Nick Stamon, Founder, International Museum of Human Rights at San Diego

Nick Stamon (1923 – 2011) was born in San Diego, CA, of Greek immigrant parents. After graduating from high school in 1941, Nick enlisted in the U.S. Army and was trained for missions inside occupied Greece. After World War II, Nick attended UC-Berkeley and completed his undergraduate education at San Diego State University.

Nick joined his violin teacher to become proprietors of a downtown San Diego store, “Fiddle & Bow,” where Nick taught violin and viola. He played in musical shows and with festival and local orchestras, including the Sherwood Hall Orchestra in La Jolla. He often gave scholarships and discounts for lessons to students with limited funds. He formed the Nick Stamon Press to publish and sell his arrangements.

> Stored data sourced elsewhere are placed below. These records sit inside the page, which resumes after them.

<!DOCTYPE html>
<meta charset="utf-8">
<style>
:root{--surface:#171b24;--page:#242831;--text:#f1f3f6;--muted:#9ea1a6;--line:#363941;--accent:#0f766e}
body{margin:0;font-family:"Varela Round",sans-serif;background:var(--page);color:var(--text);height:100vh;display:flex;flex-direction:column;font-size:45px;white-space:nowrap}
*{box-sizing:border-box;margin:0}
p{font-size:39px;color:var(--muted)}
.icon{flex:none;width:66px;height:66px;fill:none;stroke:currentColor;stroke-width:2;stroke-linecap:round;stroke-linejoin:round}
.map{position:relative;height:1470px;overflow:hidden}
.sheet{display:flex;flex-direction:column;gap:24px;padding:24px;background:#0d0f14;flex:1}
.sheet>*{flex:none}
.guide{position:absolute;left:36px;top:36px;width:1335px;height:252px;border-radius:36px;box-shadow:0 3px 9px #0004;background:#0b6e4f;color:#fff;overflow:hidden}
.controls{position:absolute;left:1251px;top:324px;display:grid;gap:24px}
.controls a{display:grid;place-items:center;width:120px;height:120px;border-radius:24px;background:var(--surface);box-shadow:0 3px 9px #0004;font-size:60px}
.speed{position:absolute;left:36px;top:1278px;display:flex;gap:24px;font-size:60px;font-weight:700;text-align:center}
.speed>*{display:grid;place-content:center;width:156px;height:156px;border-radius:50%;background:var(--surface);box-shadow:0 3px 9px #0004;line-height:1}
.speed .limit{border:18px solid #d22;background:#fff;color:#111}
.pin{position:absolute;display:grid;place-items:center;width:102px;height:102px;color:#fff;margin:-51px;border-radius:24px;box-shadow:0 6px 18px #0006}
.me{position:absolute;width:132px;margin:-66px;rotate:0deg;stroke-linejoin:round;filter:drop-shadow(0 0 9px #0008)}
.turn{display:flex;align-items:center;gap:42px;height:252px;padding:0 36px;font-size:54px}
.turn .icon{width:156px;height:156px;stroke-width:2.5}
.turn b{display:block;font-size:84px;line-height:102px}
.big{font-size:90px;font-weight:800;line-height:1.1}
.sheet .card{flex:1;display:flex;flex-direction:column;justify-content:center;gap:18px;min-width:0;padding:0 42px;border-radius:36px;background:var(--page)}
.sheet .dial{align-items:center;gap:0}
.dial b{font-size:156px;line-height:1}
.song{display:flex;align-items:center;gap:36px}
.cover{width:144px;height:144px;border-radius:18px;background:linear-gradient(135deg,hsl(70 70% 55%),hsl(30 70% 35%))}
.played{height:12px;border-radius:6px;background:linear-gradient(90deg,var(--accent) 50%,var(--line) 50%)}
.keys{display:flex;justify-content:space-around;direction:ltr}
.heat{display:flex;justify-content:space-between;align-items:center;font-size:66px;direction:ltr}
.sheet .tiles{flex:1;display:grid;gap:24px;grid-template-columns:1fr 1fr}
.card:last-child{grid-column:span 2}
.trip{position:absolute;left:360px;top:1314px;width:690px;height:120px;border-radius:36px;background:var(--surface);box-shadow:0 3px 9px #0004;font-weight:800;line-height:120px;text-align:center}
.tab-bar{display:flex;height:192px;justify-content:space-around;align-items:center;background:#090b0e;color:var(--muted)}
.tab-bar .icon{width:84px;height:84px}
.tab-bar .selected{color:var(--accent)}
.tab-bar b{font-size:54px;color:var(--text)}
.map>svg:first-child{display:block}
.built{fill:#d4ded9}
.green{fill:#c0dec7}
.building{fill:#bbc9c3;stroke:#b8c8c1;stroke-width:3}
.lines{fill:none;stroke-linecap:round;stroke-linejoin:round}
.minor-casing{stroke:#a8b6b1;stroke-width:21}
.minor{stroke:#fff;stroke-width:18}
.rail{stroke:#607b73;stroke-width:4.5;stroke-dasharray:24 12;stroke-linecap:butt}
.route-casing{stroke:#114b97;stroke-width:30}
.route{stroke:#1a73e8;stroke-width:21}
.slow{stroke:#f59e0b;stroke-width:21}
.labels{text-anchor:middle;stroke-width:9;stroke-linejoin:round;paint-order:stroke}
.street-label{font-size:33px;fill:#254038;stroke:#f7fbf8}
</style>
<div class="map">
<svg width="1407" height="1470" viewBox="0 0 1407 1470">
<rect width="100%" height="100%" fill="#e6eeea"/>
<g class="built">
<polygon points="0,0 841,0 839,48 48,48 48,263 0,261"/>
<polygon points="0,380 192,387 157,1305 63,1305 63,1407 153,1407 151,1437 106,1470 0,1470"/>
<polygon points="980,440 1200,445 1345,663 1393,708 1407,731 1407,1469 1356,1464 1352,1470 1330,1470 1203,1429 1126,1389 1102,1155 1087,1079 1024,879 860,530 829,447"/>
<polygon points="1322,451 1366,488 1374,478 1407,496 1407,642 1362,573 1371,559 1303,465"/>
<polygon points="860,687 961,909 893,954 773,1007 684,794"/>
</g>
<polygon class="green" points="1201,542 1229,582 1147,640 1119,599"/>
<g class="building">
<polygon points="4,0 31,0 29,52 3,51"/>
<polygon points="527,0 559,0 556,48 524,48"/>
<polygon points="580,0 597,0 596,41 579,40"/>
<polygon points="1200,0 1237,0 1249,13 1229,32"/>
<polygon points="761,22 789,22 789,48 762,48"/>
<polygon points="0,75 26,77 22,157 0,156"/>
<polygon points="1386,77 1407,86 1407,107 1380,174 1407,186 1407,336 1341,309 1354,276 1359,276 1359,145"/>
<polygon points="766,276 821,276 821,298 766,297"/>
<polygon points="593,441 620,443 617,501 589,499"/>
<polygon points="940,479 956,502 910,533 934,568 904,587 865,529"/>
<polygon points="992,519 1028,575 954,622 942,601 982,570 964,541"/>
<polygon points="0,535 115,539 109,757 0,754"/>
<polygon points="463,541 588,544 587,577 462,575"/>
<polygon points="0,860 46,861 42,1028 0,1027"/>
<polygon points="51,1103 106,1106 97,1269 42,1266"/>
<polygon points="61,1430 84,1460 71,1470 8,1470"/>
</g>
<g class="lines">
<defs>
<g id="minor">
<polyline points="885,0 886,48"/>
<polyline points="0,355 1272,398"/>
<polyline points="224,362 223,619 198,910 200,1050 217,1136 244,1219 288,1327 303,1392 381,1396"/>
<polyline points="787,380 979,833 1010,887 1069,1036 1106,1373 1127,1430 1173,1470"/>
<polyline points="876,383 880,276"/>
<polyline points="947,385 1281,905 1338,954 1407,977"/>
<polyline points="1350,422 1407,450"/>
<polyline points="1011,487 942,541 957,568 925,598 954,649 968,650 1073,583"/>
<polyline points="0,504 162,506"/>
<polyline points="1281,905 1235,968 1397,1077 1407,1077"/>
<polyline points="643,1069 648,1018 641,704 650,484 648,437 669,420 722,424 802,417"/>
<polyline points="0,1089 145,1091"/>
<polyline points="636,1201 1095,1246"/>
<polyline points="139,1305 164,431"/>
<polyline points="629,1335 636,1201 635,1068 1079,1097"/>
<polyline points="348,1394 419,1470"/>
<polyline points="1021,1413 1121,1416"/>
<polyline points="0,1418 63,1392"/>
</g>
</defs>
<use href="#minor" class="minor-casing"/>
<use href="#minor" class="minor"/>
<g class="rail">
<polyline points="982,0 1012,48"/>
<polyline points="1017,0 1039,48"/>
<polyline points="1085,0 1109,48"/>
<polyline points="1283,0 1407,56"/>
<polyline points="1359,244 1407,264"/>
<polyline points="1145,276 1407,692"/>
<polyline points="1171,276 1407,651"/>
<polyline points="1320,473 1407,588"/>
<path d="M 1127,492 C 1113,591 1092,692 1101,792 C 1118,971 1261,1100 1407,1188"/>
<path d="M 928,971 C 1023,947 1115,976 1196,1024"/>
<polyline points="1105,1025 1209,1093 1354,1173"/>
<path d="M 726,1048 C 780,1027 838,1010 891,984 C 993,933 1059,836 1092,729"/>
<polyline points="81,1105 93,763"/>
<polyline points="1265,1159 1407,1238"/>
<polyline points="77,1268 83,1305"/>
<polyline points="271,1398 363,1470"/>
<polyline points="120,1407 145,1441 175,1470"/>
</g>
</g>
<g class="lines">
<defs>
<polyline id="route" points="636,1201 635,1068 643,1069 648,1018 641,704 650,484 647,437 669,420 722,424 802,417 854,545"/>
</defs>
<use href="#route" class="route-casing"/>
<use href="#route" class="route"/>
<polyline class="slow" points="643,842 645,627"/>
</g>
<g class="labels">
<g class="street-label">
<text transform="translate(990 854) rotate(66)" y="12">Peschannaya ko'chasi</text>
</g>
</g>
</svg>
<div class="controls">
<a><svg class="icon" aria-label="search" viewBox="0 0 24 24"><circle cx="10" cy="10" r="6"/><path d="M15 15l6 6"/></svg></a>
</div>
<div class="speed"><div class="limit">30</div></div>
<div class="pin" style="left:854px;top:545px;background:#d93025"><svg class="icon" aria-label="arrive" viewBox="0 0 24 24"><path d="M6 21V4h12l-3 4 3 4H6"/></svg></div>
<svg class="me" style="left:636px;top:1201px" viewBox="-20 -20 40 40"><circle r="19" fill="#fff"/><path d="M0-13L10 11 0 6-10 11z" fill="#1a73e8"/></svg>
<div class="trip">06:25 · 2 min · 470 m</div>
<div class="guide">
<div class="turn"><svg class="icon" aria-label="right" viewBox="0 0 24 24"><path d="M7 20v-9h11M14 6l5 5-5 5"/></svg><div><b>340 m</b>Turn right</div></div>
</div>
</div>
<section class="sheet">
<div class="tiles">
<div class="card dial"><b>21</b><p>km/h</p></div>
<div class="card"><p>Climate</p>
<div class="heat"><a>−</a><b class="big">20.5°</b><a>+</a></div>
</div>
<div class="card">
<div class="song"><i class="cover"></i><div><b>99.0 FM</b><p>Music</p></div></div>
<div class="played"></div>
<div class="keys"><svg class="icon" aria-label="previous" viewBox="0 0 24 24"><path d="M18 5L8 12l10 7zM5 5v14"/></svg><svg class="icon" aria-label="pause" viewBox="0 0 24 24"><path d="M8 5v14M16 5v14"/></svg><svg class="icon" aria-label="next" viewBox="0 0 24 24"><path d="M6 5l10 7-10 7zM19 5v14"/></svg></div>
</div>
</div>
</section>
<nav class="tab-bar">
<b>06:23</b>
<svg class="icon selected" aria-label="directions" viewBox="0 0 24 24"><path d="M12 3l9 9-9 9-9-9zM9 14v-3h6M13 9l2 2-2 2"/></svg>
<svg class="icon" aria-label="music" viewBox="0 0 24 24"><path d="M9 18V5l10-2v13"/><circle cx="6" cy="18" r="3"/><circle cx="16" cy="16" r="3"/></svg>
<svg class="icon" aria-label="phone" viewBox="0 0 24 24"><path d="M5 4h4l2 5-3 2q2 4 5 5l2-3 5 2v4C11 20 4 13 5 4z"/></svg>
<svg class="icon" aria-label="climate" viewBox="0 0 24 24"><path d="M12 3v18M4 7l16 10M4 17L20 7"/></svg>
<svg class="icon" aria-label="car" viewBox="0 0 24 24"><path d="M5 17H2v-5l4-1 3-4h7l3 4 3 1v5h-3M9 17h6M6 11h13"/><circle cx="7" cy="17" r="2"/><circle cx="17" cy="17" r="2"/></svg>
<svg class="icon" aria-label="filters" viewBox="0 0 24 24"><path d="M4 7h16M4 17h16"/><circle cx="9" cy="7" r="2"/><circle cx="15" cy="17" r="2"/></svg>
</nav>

For several years, he served as San Diego Magazine’s music critic.

After discovering that the London-based human rights organization, Amnesty International, had chapters in the United States, Nick founded the first San Diego chapter of AI in 1969; he served as Regional Coordinator. At the Western Regional Conference in 2011, Nick posthumously received AI’s Legacy Award. On the 50th anniversary (1998) of the Universal Declaration of Human Rights, Nick was honored by the United Nations Association of San Diego with its Eleanor Roosevelt Human Rights Award. Nick was Mr. Human Rights!

Dating back to the late 1990s, Nick had begun to think about the need for another human rights organization in San Diego, one that could be small enough to plan and act quickly and could co-operate with other like-minded groups. He established, with a group of dedicated friends, the International Museum of Human Rights at San Diego or iMoHR. Nick liked the British phrase, “without the walls” (outside the walls), and joked that his museum would be truly “without the walls,” no walls at all.

Nick married the former Peggy Moore Burckhardt in 1968; they adopted two daughters and have four grandchildren. She continues to run the Nick Stamon Press.